The authors declare no conflict of interest.

Figures

Fig 1
Fig 1
Average number of reads per sample in bladder cancer (BLCA) in the top 20 most-abundant genera reported in Poore et al. (left), averaged across 156 whole-genome sequencing samples. On the right are the counts for the same samples and the same genera, in the same order, as computed in our re-analysis.
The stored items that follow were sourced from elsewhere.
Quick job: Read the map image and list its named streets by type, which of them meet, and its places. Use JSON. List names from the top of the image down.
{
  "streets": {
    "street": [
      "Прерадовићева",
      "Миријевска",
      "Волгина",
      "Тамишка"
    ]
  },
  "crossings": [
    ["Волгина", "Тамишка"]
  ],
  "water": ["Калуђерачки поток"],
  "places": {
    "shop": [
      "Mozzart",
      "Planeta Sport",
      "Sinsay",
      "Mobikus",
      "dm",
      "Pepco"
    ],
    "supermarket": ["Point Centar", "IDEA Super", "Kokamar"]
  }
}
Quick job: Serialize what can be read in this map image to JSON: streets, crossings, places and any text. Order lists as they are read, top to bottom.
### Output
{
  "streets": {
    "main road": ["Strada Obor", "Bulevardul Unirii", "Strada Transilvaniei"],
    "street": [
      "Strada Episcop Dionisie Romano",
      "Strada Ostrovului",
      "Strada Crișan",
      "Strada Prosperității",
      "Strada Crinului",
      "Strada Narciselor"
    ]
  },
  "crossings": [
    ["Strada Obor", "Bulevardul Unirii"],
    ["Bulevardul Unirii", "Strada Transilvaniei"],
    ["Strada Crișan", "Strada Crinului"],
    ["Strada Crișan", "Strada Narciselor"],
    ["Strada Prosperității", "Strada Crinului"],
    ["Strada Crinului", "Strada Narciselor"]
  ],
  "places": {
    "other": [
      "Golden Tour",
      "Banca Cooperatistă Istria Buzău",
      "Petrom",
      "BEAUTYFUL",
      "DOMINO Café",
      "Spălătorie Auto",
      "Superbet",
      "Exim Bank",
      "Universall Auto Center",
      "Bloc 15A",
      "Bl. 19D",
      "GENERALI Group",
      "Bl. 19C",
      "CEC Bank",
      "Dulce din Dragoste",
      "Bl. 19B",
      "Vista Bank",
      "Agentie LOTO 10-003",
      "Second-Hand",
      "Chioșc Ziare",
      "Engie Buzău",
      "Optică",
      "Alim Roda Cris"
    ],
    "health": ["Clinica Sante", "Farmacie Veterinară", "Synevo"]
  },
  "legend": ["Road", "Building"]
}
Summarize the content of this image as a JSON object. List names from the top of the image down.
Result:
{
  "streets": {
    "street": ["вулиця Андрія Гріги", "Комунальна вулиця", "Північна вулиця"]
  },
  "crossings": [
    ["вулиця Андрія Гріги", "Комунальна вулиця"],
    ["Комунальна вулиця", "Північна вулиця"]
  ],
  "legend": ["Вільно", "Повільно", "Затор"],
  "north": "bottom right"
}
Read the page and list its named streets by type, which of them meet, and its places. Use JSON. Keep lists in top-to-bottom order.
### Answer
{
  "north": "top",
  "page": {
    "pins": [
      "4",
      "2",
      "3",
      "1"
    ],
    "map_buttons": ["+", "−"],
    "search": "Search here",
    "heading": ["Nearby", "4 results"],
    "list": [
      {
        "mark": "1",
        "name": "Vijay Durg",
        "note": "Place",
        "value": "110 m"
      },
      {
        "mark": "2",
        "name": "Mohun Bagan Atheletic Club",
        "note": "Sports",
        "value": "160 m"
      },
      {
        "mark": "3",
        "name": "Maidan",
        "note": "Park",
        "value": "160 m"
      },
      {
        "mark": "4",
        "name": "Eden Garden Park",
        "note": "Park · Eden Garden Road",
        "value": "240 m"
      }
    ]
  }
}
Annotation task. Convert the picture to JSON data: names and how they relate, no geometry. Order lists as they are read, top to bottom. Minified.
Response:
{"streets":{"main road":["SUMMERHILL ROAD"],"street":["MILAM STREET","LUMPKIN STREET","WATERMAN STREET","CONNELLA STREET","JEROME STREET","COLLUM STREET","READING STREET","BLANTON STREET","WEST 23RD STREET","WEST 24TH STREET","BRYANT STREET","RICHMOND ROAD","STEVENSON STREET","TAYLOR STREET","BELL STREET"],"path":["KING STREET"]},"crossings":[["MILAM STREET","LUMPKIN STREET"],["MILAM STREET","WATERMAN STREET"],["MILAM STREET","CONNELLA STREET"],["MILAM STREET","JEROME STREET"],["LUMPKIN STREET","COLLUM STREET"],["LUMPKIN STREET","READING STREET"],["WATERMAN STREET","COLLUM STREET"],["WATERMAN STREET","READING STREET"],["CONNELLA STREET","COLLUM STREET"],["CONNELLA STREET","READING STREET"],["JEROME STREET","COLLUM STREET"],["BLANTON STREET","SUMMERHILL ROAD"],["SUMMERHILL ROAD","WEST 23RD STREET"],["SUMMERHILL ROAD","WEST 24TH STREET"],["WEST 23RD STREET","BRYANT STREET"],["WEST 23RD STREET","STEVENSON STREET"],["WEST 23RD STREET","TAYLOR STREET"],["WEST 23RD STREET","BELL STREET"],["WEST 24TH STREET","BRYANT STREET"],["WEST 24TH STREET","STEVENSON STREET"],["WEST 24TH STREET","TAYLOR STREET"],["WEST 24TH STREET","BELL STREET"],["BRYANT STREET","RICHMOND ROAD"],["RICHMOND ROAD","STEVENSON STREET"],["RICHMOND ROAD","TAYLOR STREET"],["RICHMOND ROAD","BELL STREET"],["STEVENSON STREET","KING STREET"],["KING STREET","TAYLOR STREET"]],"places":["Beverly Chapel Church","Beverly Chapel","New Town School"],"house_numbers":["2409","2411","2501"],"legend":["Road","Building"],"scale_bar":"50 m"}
Note that the y-axis scales are different by a factor of 2,000. The x-axis shows genus names.
Fig 2
Fig 2
Distribution of normalized counts for Hepandensovirus for adrenocortical carcinoma (blue) vs all other samples (orange). The inset shows a zoomed-in view of the distribution for the small values. All raw values were zero.
Fig 3
Fig 3
Distribution of normalized counts for Thiorhodospira reads in KICH cancer (blue) and normal (orange) samples. Nearly all raw values were zero except for seven samples with a raw count of 1.
Fig 4
Fig 4
Distribution of normalized read counts in the APCR data set for Nitrospira reads found in lung squamous cell carcinoma (blue) and all other cancer types (orange). For clarity, the y-axis is truncated at 500, but the peak of the distribution for other cancers is at 1,389.
Fig 5
Fig 5
Distribution of normalized counts for Mulikevirus reads in head and neck squamous cell cancer (orange) and normal (blue) samples. All raw values were zero.
Fig 6
Fig 6
Accuracies for one-vs-all tumor classification models obtained from a selection of samples and genera with zero classified reads prior to normalization. Each row shows the accuracies of a classifier that distinguished one cancer type from all other cancer types in the table. AUC: maximum measured area under the sensitivity-specificity curve. PPV: positive predictive value. NPV: negative predictive value.